Task details ▸ For the word "breaks", state how many lines below contain it. Give no other text.

Supplied material ▸
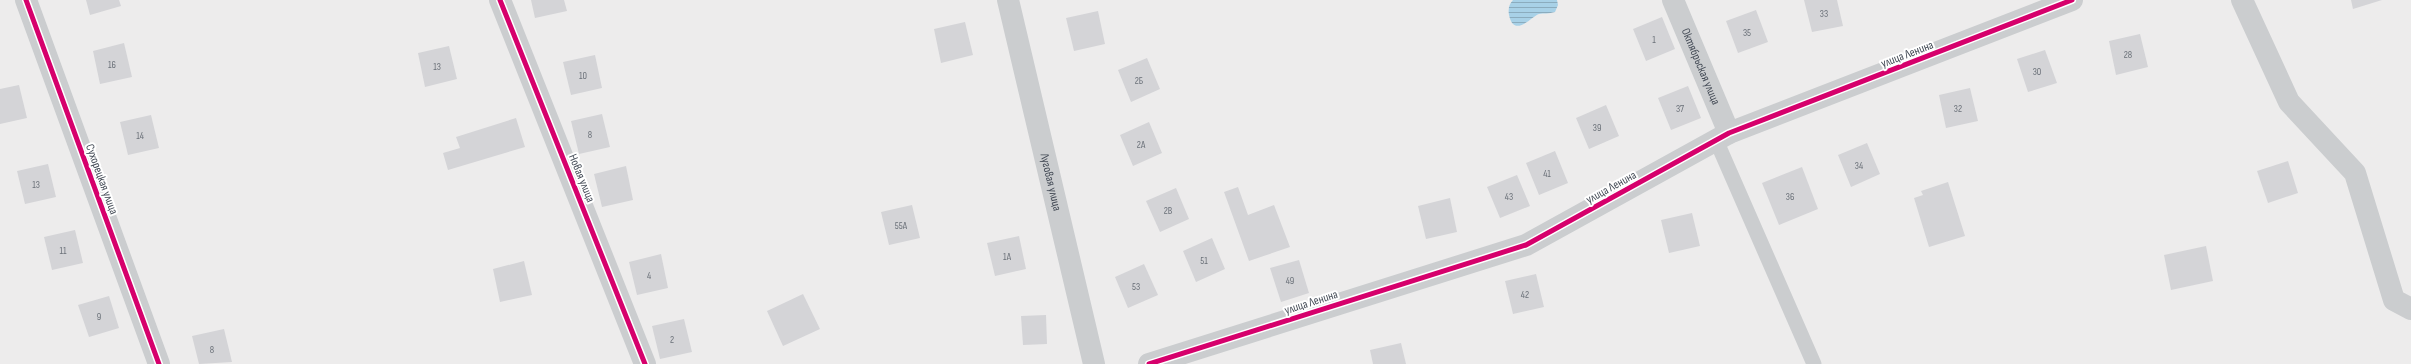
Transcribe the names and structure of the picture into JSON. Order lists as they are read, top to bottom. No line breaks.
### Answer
{"streets":{"street":["улица Ленина","Октябрьская улица","Новая улица","Сухорецкая улица","Луговая улица"]},"crossings":[["улица Ленина","Октябрьская улица"]],"house_numbers":["33","35","1","28","16","13","30","10","2Б","37","32","39","8","14","2А","34","41","13","43","36","2В","55А","11","1А","51","4","49","53","42","9","2","8"]}
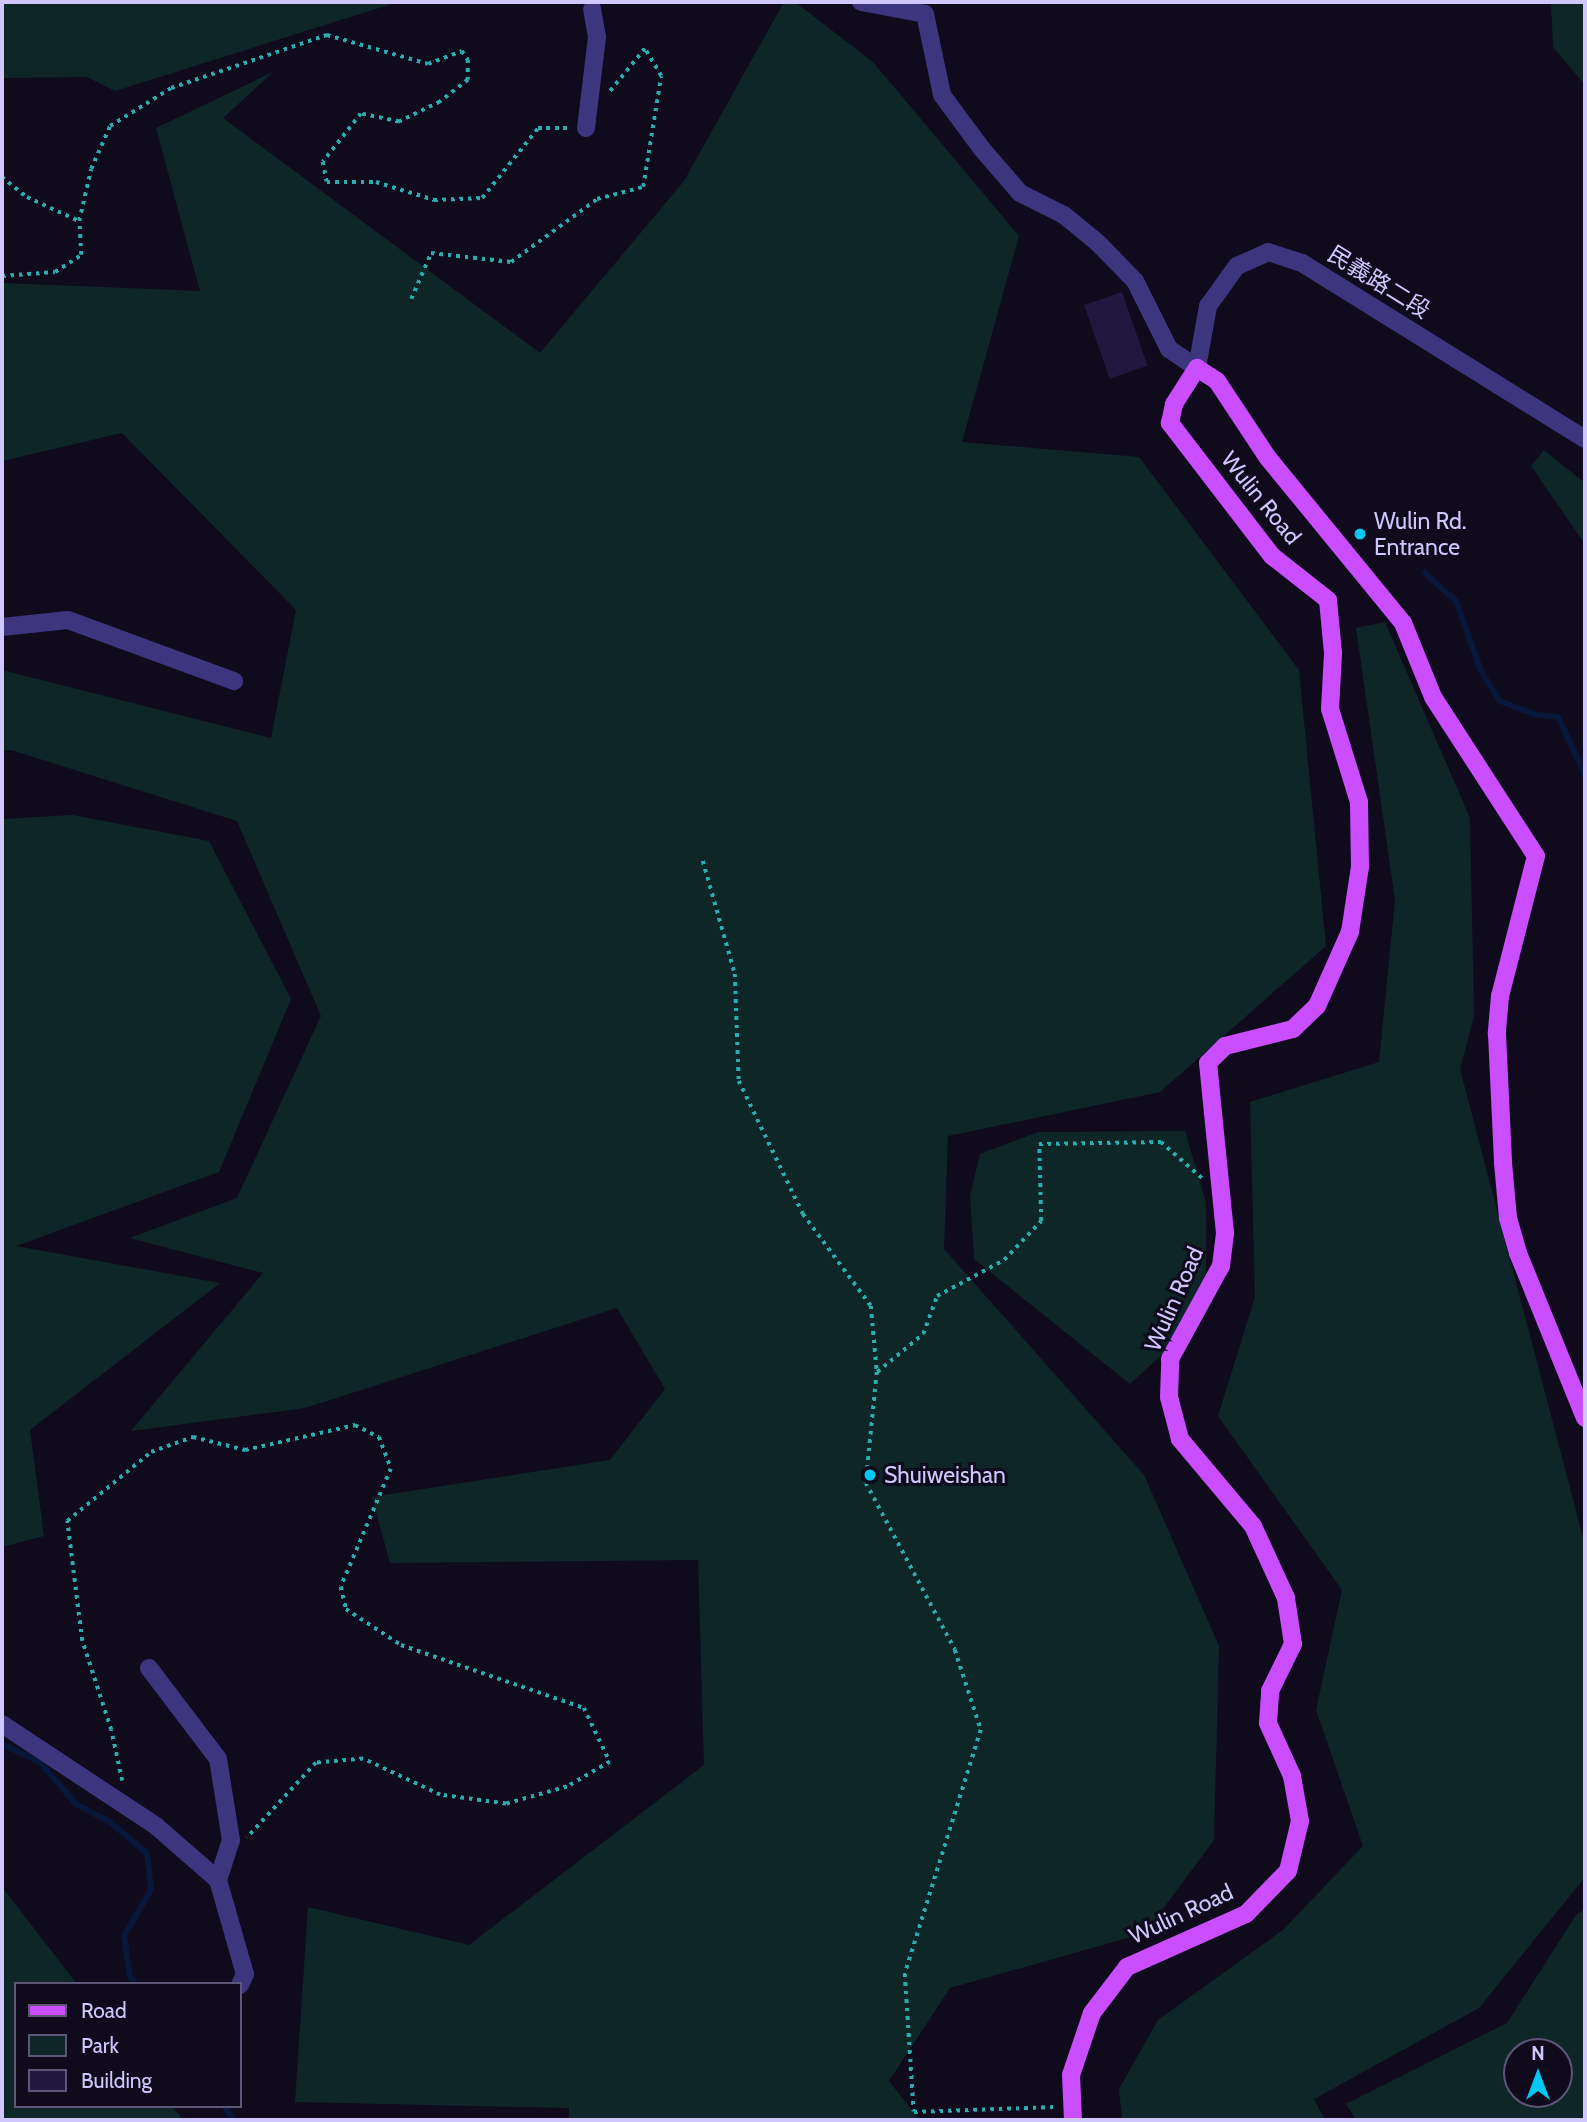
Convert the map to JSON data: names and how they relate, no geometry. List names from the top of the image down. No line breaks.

Answer for this exercise ▸ 2